Today I am offically removed from the Revision program through Kaiser. I feel sad but relieved at the same time. I just know that mentally having a bypass done, well I’m just not right in my mind for it. Not that I don’t want / need to loose weight because you know I do BUT I am truly afraid of going from throwing up with a lapband to dumping with a bypass. I just feel like right now my body and mind need time. And yes, I did cry about it. Many times in fact.
Today also is my first day of trying something new. A day by day program of using TruVision system. It sounds super simple of 2 pills twice a day. It is supposed to give me energy and curve my eating/cravings. I just need that little boost to get going. I believe in my heart it’s the right time for all of these choices.

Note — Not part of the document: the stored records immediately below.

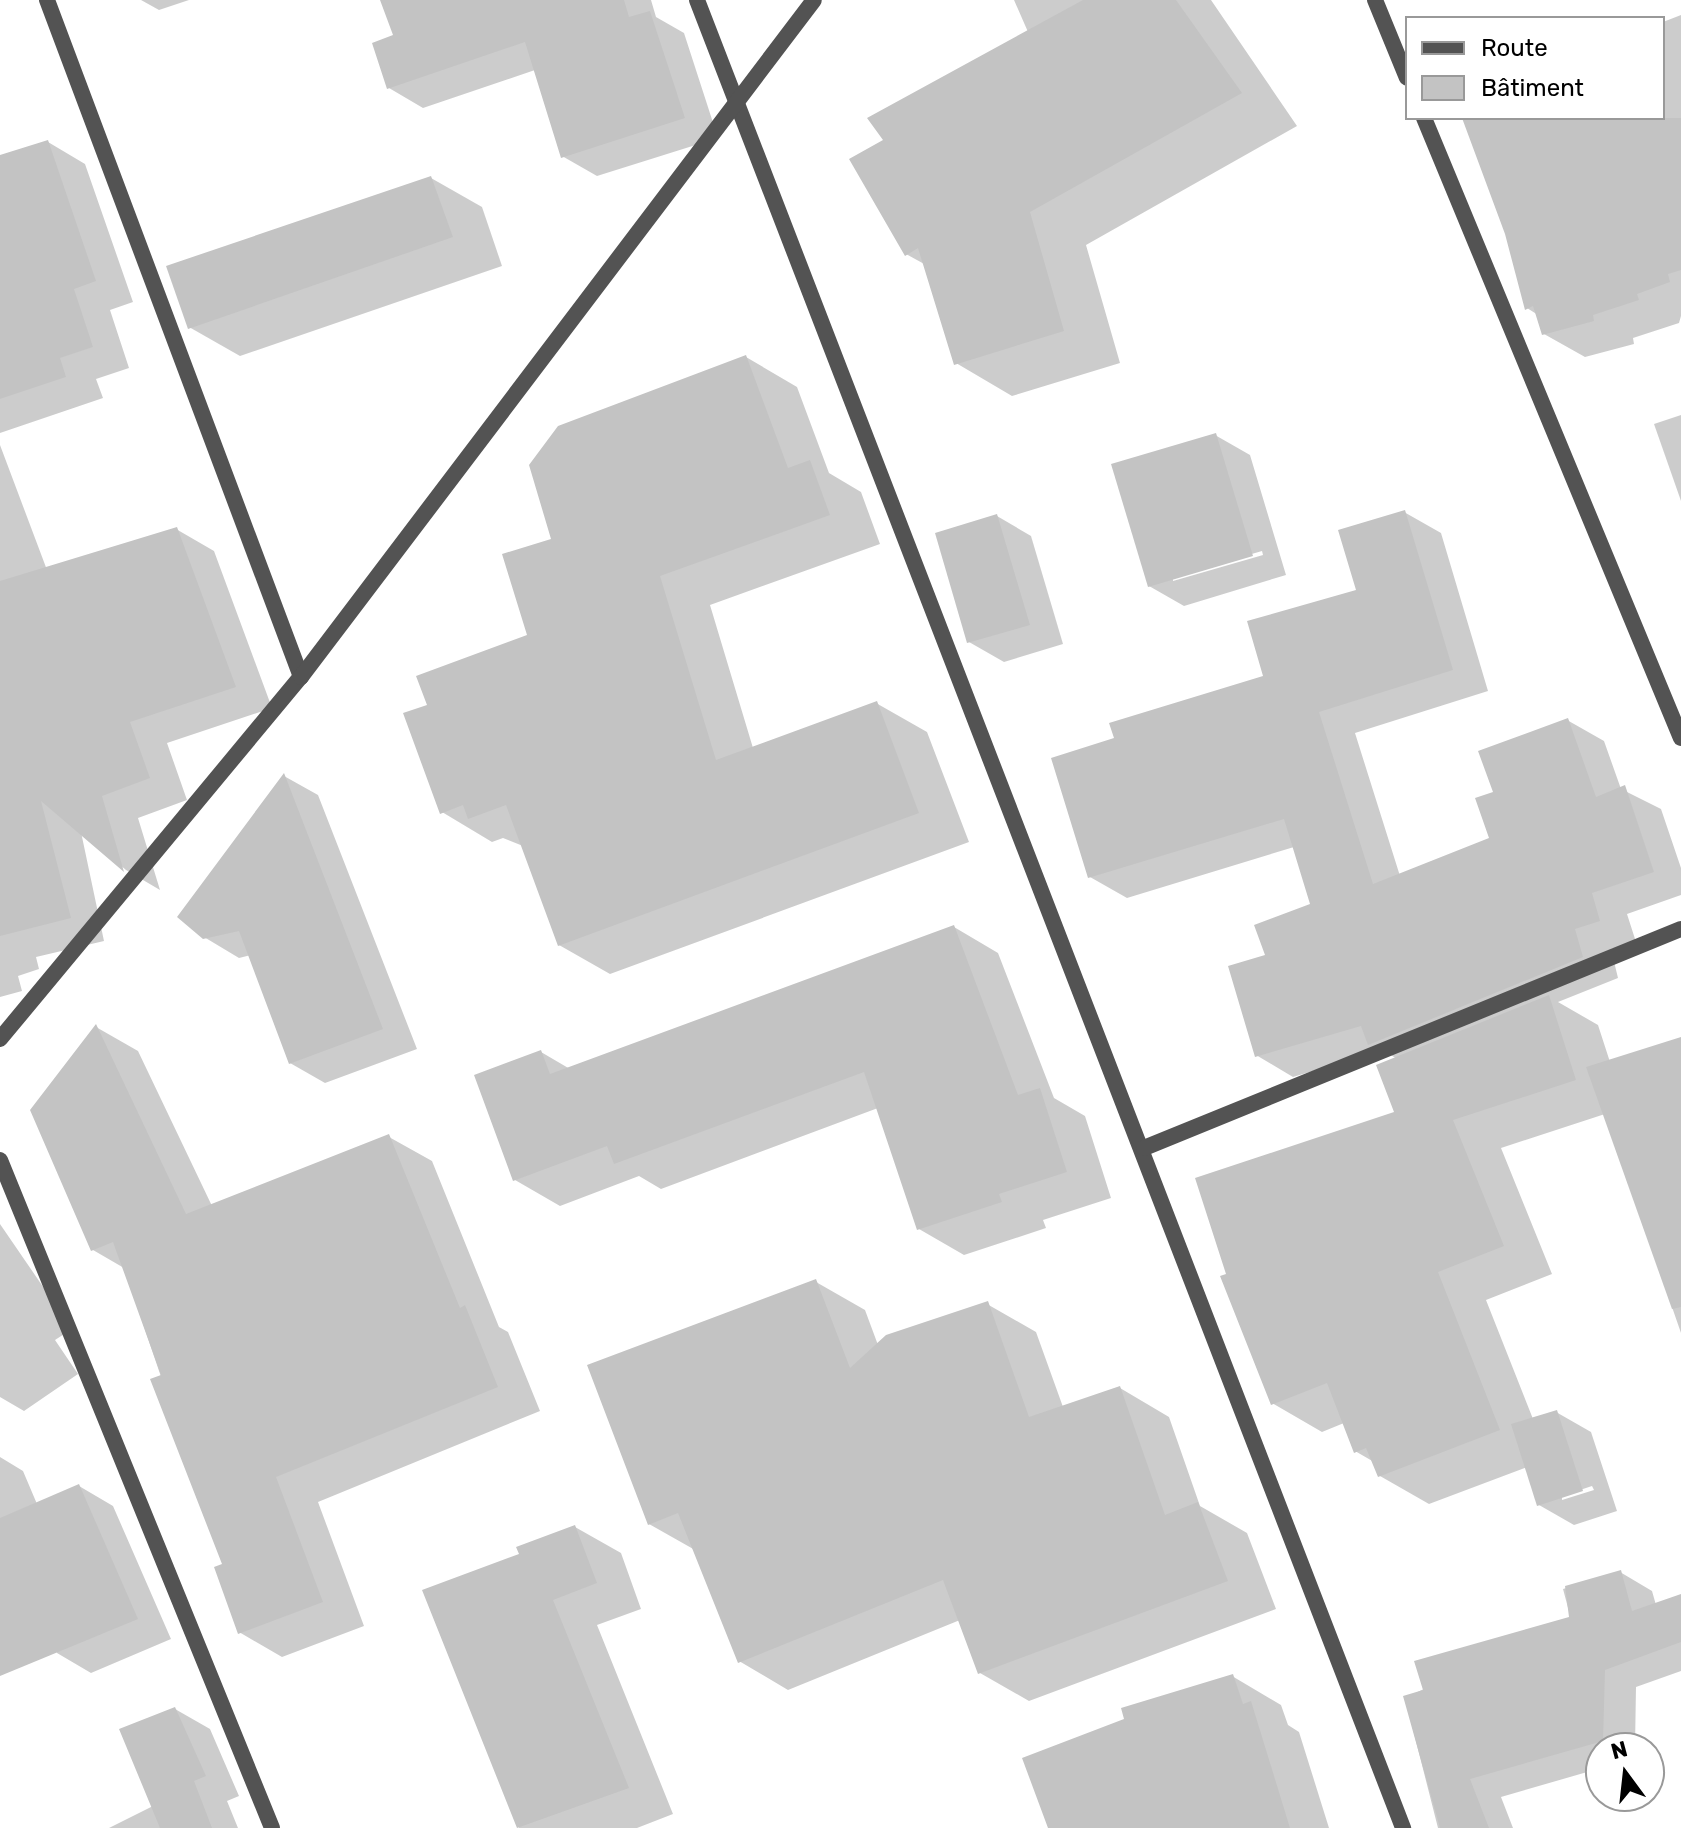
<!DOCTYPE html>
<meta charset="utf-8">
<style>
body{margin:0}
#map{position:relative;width:1681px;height:1828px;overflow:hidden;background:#fff;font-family:Rubik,sans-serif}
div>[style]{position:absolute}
.shadow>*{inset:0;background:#0003}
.building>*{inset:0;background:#c3c3c3}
.street>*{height:16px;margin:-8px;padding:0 8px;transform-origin:8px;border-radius:8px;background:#535353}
span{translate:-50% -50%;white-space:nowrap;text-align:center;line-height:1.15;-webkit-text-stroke:6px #fff;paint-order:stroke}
.legend{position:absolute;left:1405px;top:16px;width:260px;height:104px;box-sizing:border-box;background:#fff;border:2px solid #999;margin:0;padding:10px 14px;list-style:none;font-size:24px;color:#000}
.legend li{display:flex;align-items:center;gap:16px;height:40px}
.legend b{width:40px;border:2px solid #999}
.north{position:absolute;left:1585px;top:1732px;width:80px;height:80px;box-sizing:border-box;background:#fff;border:2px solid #999;border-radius:50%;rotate:345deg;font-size:22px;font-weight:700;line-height:32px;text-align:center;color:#000}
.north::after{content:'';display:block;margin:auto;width:28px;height:36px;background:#000;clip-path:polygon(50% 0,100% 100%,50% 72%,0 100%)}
</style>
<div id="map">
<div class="shadow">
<i style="clip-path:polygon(141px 0,189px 0,159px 10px)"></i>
<i style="clip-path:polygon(382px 0,651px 0,656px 17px,684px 33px,718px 138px,597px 176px,562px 156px,535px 70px,423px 108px,389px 88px,395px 37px)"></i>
<i style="clip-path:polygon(1014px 0,1211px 0,1297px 126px,1086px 245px,1120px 363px,1012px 396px,956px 363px,926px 265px,906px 254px,886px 141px,1028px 32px)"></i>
<i style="clip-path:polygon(1681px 15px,1681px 316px,1679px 323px,1633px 338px,1634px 344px,1585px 357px,1544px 334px,1538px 315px,1527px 308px,1507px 234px,1465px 118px,1663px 118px,1663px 22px)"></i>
<i style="clip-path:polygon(48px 142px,85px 164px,133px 302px,110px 310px,129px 368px,96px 379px,103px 398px,0 433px,0 158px)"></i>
<i style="clip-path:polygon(431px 178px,482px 207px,502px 266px,240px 356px,189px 327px)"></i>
<i style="clip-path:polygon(746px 357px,797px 387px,829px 473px,861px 492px,880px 544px,710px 605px,753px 748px,876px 703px,927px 732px,969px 842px,610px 974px,559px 945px,523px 846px,503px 838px,492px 842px,442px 812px,429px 706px,529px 636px,554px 541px)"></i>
<i style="clip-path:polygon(1681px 415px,1681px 501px,1654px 424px)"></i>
<i style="clip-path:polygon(evenodd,1215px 435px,1250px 455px,1286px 575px,1184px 606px,1149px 586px,1215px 435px,1262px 551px,1263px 555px,1173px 581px,1173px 577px,1262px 551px)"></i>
<i style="clip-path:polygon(0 445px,47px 570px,176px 529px,214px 551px,272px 708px,167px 743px,187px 800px,138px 818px,160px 890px,126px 870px,81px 832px,104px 941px,36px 957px,39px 969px,18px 976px,22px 991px,0 997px)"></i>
<i style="clip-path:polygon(evenodd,1404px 512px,1441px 533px,1488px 691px,1355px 733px,1400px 876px,1492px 840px,1496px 793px,1567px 720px,1604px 741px,1621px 789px,1661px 809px,1681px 868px,1681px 895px,1627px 914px,1636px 942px,1611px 949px,1618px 978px,1558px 1002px,1598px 1025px,1610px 1062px,1681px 1039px,1681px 1333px,1605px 1114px,1501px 1148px,1552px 1274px,1486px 1300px,1533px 1419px,1556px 1412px,1591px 1432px,1617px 1511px,1574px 1525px,1539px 1505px,1527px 1467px,1429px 1504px,1380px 1476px,1374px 1462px,1355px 1451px,1344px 1423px,1322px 1432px,1272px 1403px,1397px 1113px,1397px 1059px,1383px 1050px,1293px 1077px,1256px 1055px,1268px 956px,1313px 905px,1294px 847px,1127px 898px,1090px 877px,1116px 740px,1265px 678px,1359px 591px,1404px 512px,1592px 1486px,1594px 1490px,1562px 1500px,1562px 1496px,1592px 1486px)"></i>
<i style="clip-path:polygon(997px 516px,1031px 536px,1063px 644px,1004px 662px,969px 642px)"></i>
<i style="clip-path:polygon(284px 776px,318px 795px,417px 1049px,325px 1083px,290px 1063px,251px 955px,239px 958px,204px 937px)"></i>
<i style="clip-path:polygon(954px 927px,998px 953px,1054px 1098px,1085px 1116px,1111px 1198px,1043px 1220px,1046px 1228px,964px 1255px,919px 1229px,878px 1108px,661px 1189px,639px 1176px,560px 1206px,515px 1180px,541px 1052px,570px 1069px)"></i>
<i style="clip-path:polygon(96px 1027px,138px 1051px,212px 1206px,389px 1137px,432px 1161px,499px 1327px,508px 1332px,540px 1411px,318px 1502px,364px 1626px,282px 1657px,239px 1632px,225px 1565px,124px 1268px,93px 1250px)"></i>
<i style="clip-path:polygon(0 1224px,72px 1329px,55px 1340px,78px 1374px,24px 1411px,0 1397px)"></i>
<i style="clip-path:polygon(816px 1282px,865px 1310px,878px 1345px,987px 1304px,1036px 1332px,1063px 1407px,1120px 1388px,1169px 1417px,1200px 1506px,1247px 1533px,1276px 1609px,1029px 1701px,980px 1673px,960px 1620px,788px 1690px,739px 1661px,695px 1550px,649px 1524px)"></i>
<i style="clip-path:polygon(0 1457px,23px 1471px,37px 1504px,79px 1486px,113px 1506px,171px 1639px,91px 1673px,57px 1653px,40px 1609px,0 1624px)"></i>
<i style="clip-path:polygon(575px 1527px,621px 1553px,641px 1609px,597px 1625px,673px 1814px,637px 1828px,519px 1828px,424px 1591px,521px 1555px)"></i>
<i style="clip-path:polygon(1620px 1572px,1652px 1591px,1656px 1605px,1681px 1596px,1681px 1671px,1636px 1687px,1635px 1748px,1601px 1748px,1601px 1768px,1501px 1797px,1513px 1828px,1438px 1828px,1405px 1698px,1571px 1619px,1563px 1589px)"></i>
<i style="clip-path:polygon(1232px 1676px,1281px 1705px,1288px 1725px,1299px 1732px,1329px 1828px,1050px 1828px)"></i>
<i style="clip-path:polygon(175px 1709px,210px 1729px,239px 1796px,227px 1801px,238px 1828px,109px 1828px,153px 1806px)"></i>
</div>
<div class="building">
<i style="clip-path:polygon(380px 0,624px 0,629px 17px,650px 11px,685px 118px,561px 158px,525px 42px,387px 89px,372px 43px,393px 35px)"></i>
<i style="clip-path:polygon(1083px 0,1176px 0,1242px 93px,1030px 212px,1064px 331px,954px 365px,918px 248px,905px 256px,849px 159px,883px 140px,867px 118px)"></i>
<i style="clip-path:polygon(1462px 118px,1681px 118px,1681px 270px,1668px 274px,1670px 282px,1637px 294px,1639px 300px,1593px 315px,1594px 321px,1542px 335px,1533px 306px,1525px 310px,1505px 234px)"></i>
<i style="clip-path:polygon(48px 140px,96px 281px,74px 289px,93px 347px,60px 358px,66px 377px,0 399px,0 155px)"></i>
<i style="clip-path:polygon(431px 176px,453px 237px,188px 329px,166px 266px)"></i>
<i style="clip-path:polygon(746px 355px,788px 468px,810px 460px,830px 515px,660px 576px,716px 760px,877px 701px,919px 813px,558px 946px,506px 805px,468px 819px,463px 805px,440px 814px,403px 713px,427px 705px,416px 676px,527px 635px,502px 554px,551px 539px,529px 465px,558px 426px)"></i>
<i style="clip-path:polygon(1216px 433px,1253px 556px,1148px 587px,1111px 464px)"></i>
<i style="clip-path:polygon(1405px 510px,1453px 670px,1319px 712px,1373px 884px,1489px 838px,1475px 798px,1493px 792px,1478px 751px,1568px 718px,1596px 797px,1625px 785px,1654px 872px,1592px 893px,1600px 921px,1575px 929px,1583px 957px,1368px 1045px,1361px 1026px,1255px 1057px,1228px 966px,1265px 955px,1254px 925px,1310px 904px,1284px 819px,1088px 878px,1051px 758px,1114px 738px,1109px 723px,1263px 676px,1247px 621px,1356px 590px,1338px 530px)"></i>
<i style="clip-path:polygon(997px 514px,1030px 625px,967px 643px,935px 533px)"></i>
<i style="clip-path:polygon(177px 527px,236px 687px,130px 722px,150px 778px,102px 796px,124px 872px,41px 801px,71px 918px,0 936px,0 581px)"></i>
<i style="clip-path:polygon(284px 773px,383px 1029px,289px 1064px,239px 931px,203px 939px,177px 917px)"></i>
<i style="clip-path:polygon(954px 925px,1018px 1095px,1040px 1088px,1067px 1172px,999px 1194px,1002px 1202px,917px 1230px,864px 1072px,614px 1164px,607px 1146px,513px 1181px,474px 1075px,541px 1050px,550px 1074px)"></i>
<i style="clip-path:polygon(1549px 995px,1576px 1080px,1453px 1120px,1504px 1246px,1438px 1272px,1500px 1430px,1378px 1477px,1366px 1448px,1354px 1453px,1327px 1383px,1271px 1405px,1220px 1276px,1226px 1274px,1195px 1178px,1394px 1112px,1376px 1065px)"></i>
<i style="clip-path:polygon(96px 1024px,186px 1214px,389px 1134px,460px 1308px,465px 1305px,498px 1387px,276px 1477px,323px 1602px,238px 1634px,214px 1567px,222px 1564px,150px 1379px,161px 1375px,113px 1242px,91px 1251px,30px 1110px)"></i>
<i style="clip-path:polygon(1681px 1037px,1681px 1307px,1672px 1309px,1586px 1067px)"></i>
<i style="clip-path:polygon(816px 1279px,850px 1368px,886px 1335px,988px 1301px,1029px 1417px,1120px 1386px,1165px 1515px,1198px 1502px,1228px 1581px,978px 1674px,943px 1580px,738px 1663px,678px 1513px,648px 1525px,587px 1365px)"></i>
<i style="clip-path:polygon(1557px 1410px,1583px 1491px,1537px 1506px,1511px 1424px)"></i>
<i style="clip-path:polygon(79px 1484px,138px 1619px,0 1676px,0 1518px)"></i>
<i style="clip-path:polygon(575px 1525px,597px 1583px,553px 1600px,629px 1788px,517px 1828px,422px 1590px,519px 1554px,516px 1547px)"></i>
<i style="clip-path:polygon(1621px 1570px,1632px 1611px,1681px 1594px,1681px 1642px,1605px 1670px,1603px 1741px,1470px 1779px,1489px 1828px,1440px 1828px,1403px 1696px,1423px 1690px,1414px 1661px,1569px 1617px,1565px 1586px)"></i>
<i style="clip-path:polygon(1233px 1674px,1243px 1704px,1251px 1701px,1290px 1828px,1048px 1828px,1022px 1758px,1124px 1719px,1121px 1708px)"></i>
<i style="clip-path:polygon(175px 1707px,206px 1776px,194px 1781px,212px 1828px,160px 1828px,119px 1729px)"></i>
</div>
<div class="street">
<i style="left:47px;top:0;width:723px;rotate:69.43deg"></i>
<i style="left:697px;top:0;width:1960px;rotate:68.88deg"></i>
<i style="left:1375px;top:0;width:84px;rotate:67.7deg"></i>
<i style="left:1424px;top:118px;width:671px;rotate:67.49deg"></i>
<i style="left:0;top:1039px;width:471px;rotate:-50.3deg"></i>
<i style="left:301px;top:677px;width:849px;rotate:-52.85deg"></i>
<i style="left:1144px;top:1148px;width:580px;rotate:-22.19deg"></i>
<i style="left:0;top:1160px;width:721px;rotate:67.84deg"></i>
</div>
<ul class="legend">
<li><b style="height:10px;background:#535353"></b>Route</li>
<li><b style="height:22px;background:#c3c3c3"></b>Bâtiment</li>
</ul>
<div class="north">N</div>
</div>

In addition to dropping out of the revision program, I’m on a waiting list for a series of nutrition classes. I guess that it has become a popular class therefore it has a waiting list of 2-3 months. From the description it may be something very useful to do. Risk my comfort zone level. Eak!
Has anyone ever heard of Fatty Liver? Welp, my surgeon mentioned after my surgery that my liver seemed large. So I asked my primary care doctor to re-read my bloodwork and past tests to see if something was wrong. In my trip to the ER before there was a notation on my MRI that I may have possible fatty liver. Yeah thanks fuckers for not telling me. So with me persuing info about my own body to the doctor I now have to look into this issue. An ultrasound , fatty liver scan and a 2 hour fatty liver class. Now are on my calendar.
Please lord, help me as I need to loose this weight so it doesn’t turn into anything else.